Assign this keyword in C#

First of all, I think you should start by examining if you're even asking the right question. Perhaps we should be asking, "Why would C# not allow assignment to this in a struct?"

Assigning to the this keyword in a reference type is potentially dangerous: you are overwriting a reference to the object who's method you are running; you could even be doing so within the constructor that is initializing that reference. Its not clear what the behavior of that ought to be. To avoid having to figure that out, since it is not generally useful, it's not allowed by the spec (or compiler).

Assigning to the this keyword in a value type, however, is well defined. Assignment of value types is a copy operation. The value of each field is recursively copied over from right to left side of the assignment. This is a perfectly safe operation on a structure, even in a constructor, because the original copy of the structure is still present, you are just changing its data. It is exactly equivalent to manually setting each field in the struct. Why should the spec or compiler forbid an operation that is well-defined and safe?

This, by the way, answers one of your sub-questions. Value type assignment is a deep copy operation, not a reference copy. Given this code:

Teaser t1 = new Teaser();
Teaser tPlaceHolder = t1;
t1.Foo();

You have allocated two copies of your Teaser structure, and copied the values of the fields in the first into the fields in the second. This is the nature of value types: two types that have identical fields are identical, just like two int variables that both contain 10 are identical, regardless of where they are "in memory".
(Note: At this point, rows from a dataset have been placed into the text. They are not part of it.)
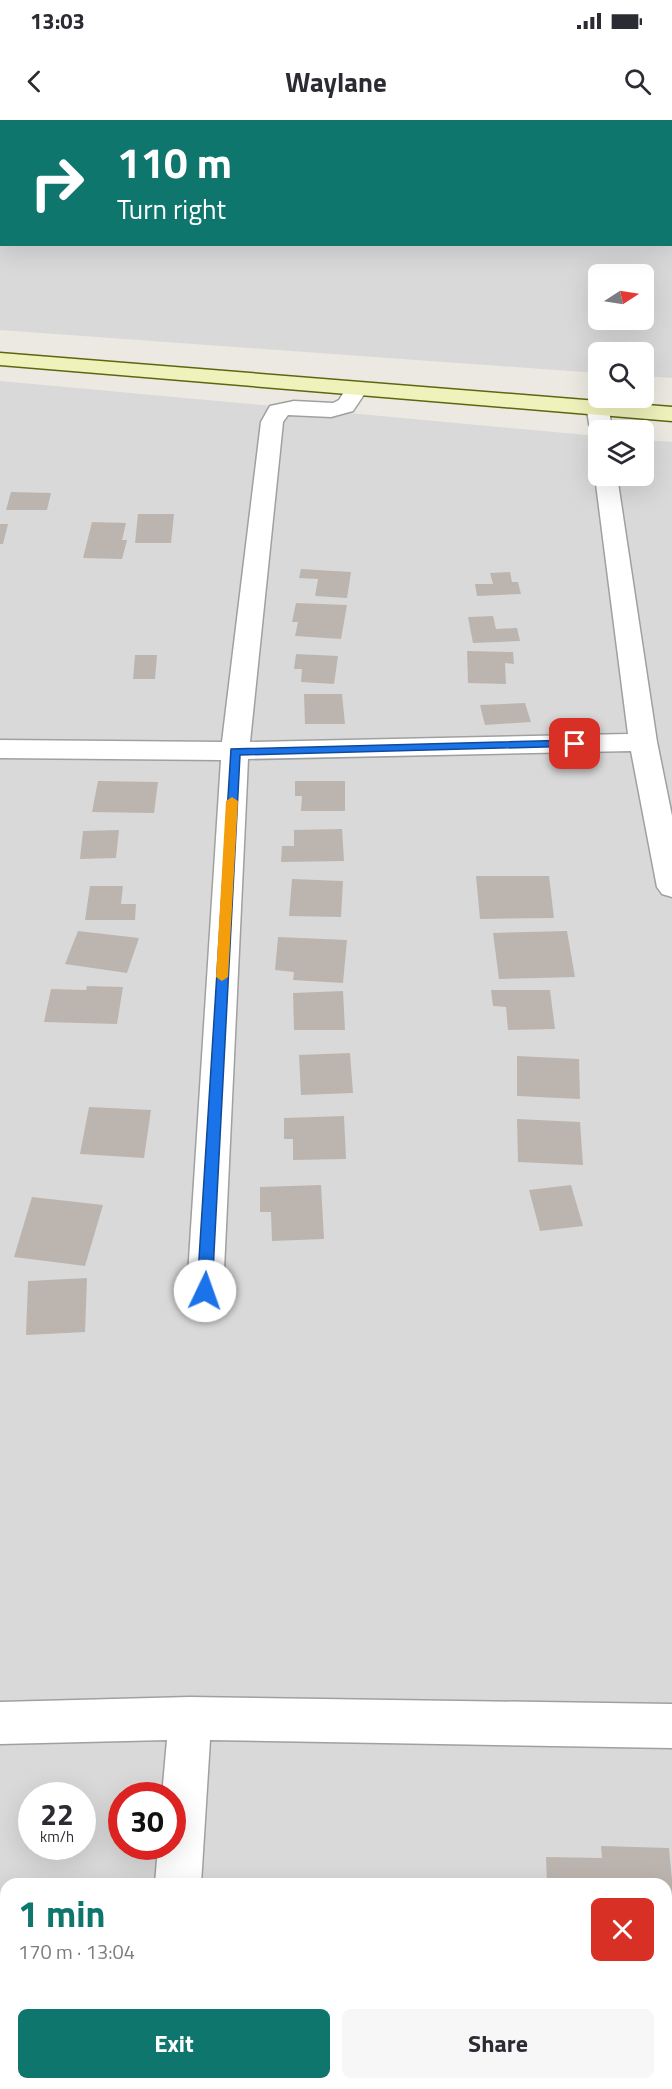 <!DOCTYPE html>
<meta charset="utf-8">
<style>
:root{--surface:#fff;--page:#f7f7f7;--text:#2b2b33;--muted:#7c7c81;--accent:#0f766e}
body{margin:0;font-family:"Titillium Web",sans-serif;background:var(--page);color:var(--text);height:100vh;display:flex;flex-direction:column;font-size:22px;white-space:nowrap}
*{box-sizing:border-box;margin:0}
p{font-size:20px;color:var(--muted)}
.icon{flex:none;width:33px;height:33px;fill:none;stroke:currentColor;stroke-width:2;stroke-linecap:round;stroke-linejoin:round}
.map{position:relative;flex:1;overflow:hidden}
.drawer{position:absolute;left:0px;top:1758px;width:672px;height:212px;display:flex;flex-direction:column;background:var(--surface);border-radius:18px 18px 0 0;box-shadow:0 6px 24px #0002}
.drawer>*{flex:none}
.top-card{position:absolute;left:0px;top:0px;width:672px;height:126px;box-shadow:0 6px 24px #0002;background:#0f766e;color:#fff;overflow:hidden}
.needle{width:39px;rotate:78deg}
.tools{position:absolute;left:588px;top:144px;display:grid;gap:12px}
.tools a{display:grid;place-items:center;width:66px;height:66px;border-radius:9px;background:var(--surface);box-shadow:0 6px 24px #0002;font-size:30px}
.speed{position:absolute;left:18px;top:1662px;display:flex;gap:12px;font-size:30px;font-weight:700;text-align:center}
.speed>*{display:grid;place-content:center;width:78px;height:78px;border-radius:50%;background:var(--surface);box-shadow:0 6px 24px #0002;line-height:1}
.speed small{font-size:15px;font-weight:400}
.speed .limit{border:9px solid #d22;background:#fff;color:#111}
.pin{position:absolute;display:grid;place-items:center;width:51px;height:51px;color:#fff;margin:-26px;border-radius:12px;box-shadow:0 3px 9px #0006}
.me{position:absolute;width:66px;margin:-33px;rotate:3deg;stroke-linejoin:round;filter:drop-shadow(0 0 4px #0008)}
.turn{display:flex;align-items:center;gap:21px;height:126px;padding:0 18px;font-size:27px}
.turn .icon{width:78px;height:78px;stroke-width:2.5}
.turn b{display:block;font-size:42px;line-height:51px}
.round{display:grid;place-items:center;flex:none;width:63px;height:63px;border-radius:9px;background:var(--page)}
.head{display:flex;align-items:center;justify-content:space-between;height:102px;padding:0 18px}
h1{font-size:36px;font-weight:700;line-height:45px;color:var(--accent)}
.button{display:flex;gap:12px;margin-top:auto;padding:12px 18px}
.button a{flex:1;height:69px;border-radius:9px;background:var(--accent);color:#fff;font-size:24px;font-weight:700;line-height:69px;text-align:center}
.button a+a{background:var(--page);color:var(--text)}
.status{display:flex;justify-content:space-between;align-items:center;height:42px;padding:0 30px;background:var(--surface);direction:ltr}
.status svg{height:16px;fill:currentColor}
header{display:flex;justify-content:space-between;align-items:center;height:78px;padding:0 18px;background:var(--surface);font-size:27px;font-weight:700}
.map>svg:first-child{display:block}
.residential{fill:#dad9d9;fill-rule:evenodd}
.building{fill:#bcb5af}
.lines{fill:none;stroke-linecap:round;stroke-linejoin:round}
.street-casing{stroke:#a0a0a0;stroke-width:3}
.secondary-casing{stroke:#5c670f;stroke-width:3}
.street{fill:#fff;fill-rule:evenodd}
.secondary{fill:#eff2ba;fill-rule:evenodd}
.route{fill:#1a73e8;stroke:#114b97;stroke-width:1.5}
.slow{fill:#f59e0b}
</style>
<div class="status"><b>13:03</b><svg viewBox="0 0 49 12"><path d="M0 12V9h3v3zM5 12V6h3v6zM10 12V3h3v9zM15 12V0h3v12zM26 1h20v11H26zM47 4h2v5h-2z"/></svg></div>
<header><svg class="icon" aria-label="back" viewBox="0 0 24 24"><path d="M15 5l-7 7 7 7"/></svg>Waylane<svg class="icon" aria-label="search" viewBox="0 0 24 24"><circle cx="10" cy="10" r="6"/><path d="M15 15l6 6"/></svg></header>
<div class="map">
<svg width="672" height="1969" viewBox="0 0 672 1969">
<rect width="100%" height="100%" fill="#ece9e2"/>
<g class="residential">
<path d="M 0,0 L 672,0 L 672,258 L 644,256 L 644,232 L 598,232 L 598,253 L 0,210 ZM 2,2 L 670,2 L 670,124 L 2,124 ZM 598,154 L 644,154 L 644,200 L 598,200 Z"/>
<path d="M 0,261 L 598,316 L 598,356 L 644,356 L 644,320 L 672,322 L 672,1969 L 0,1969 ZM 32,1676 L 82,1676 L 82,1726 L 32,1726 ZM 122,1676 L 172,1676 L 172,1726 L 122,1726 ZM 6,1764 L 666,1764 L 666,1964 L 6,1964 Z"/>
</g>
<g class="building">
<polygon points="11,372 51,373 47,390 6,390"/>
<polygon points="138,394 174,394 171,423 135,423"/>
<polygon points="92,402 126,403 122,420 127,420 122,439 83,438"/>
<polygon points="0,404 8,404 3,424 0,424"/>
<polygon points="301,449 351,452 347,478 315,476 318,459 299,458"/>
<polygon points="510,452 512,462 518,462 521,474 477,476 475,464 493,464 490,453"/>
<polygon points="296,483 347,485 341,519 295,516 298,502 292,502"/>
<polygon points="493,496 496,509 517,508 520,521 473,523 468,497"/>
<polygon points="467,531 513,532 514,544 505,543 506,564 468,563"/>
<polygon points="296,534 338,536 334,564 301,562 302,549 294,549"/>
<polygon points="135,535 157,535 155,559 133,559"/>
<polygon points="304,574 342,574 345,604 305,604"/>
<polygon points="525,583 531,602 485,605 480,585"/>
<polygon points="98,661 158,662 154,693 92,692"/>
<polygon points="295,661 345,661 345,691 301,691 302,676 295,676"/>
<polygon points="342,709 344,741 281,742 282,726 294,726 294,710"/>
<polygon points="119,710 116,738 80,739 83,711"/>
<polygon points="476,756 549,756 554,798 480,799"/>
<polygon points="292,759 343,761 341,797 289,796"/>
<polygon points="90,766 123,766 121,784 136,784 135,800 85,800"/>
<polygon points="78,811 139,818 127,853 65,844"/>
<polygon points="567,811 575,857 499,859 493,813"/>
<polygon points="278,817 347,820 343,863 293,860 294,852 275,850"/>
<polygon points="87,866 123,867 117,904 44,902 51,869 86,870"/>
<polygon points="491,870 550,870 555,909 508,910 506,887 493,886"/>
<polygon points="343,871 345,910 294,910 293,873"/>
<polygon points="350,933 353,973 301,975 299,935"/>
<polygon points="517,936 579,939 580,979 517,976"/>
<polygon points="89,987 151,990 144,1038 80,1034"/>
<polygon points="344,996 346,1039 293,1040 293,1019 284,1019 284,998"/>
<polygon points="517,999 580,1002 583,1045 518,1042"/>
<polygon points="321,1065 324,1119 272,1121 271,1092 260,1092 260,1067"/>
<polygon points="571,1065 583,1106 540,1111 529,1070"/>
<polygon points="32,1077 103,1085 85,1146 14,1137"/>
<polygon points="87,1158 85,1212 26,1215 28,1161"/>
<polygon points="601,1726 669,1728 672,1760 672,1834 666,1833 666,1764 547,1764 546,1737 602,1738"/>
<polygon points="666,1876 672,1876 672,1967 621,1968 620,1964 666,1964"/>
<polygon points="266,1964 309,1964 309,1969 267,1969"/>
</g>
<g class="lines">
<defs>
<g id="street">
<polygon points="0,0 8,2 2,2 2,10"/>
<polygon points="129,0 147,0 129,2"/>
<polygon points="480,0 498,0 480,2"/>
<rect x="670" y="66" width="2" height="10"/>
<polygon points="356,264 364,265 367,270 353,291 331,297 288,295 283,302 250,622 628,614 595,356 598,351 598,356 617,356 657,622 672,696 672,777 662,774 657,767 631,631 248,639 223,1171 218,1182 205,1186 192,1182 187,1171 221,640 0,638 0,620 222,622 261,302 270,286 294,281 333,283 339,280 348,265"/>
<polygon points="598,283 606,285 609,290 612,310 598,310 598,316 593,315 590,310 587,290 590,285"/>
<polygon points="190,1577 672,1584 672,1628 210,1620 201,1764 155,1764 158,1726 172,1726 172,1676 162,1676 167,1620 0,1624 0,1582"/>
<rect x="139" y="1964" width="48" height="5"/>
</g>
<polygon id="secondary" points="0,233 672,287 672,301 0,245"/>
</defs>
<use href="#street" class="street-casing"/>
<use href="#secondary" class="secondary-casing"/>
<use href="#street" class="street"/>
<use href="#secondary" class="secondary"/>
</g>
<polygon class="route" points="575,620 579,621 579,626 240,635 212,1171 210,1175 205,1177 199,1175 197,1171 231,629"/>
<polygon class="slow" points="232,677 238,681 228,857 222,861 216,857 226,681"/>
</svg>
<div class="tools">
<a><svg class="needle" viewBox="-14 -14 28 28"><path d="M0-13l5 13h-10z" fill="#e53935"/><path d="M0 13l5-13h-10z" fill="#7c7c81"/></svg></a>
<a><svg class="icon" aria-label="search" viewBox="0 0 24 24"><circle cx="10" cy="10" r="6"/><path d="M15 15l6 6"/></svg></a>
<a><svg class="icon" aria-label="layers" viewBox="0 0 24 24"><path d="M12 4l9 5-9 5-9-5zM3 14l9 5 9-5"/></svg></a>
</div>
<div class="speed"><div>22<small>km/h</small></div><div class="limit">30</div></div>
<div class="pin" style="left:575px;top:624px;background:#d93025"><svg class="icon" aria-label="arrive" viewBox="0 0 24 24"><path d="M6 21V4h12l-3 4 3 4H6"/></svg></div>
<svg class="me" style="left:205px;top:1171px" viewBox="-20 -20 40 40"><circle r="19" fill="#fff"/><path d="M0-13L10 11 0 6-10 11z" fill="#1a73e8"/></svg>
<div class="top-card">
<div class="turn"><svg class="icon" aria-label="right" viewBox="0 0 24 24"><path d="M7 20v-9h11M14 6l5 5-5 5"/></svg><div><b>110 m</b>Turn right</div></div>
</div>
<section class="drawer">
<div class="head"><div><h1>1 min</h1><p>170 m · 13:04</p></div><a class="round" style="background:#d93025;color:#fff"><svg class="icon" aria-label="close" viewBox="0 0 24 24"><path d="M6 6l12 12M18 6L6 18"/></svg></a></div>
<div class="button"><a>Exit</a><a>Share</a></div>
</section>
</div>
Also, this is important and worth repeating: careful making assumptions about what goes on "the stack" vs "the heap". Value types end up on the heap all the time, depending on the context in which they are used. Short-lived (locally scoped) structs that are not closed over or otherwise lifted out of their scope are quite likely to get allocated onto the stack. But that is an unimportant implementation detail that you should neither care about nor rely on. The key is that they are value types, and behave as such.

As far as how useful assignment to this really is: not very. Specific use cases have been mentioned already. You can use it to mostly-initialize a structure with default values but specify a small number. Since you are required to set all fields before your constructor returns, this can save a lot of redundant code:

public struct Foo
{
  // Fields etc here.

  public Foo(int a)
  {
    this = new Foo();
    this.a = a;
  }
}

It can also be used to perform a quick swap operation:

public void SwapValues(MyStruct other)
{
  var temp = other;
  other = this;
  this = temp;
}

Beyond that, its just an interesting side-effect of the language and the way that structures and value types are implemented that you will most likely never need to know about.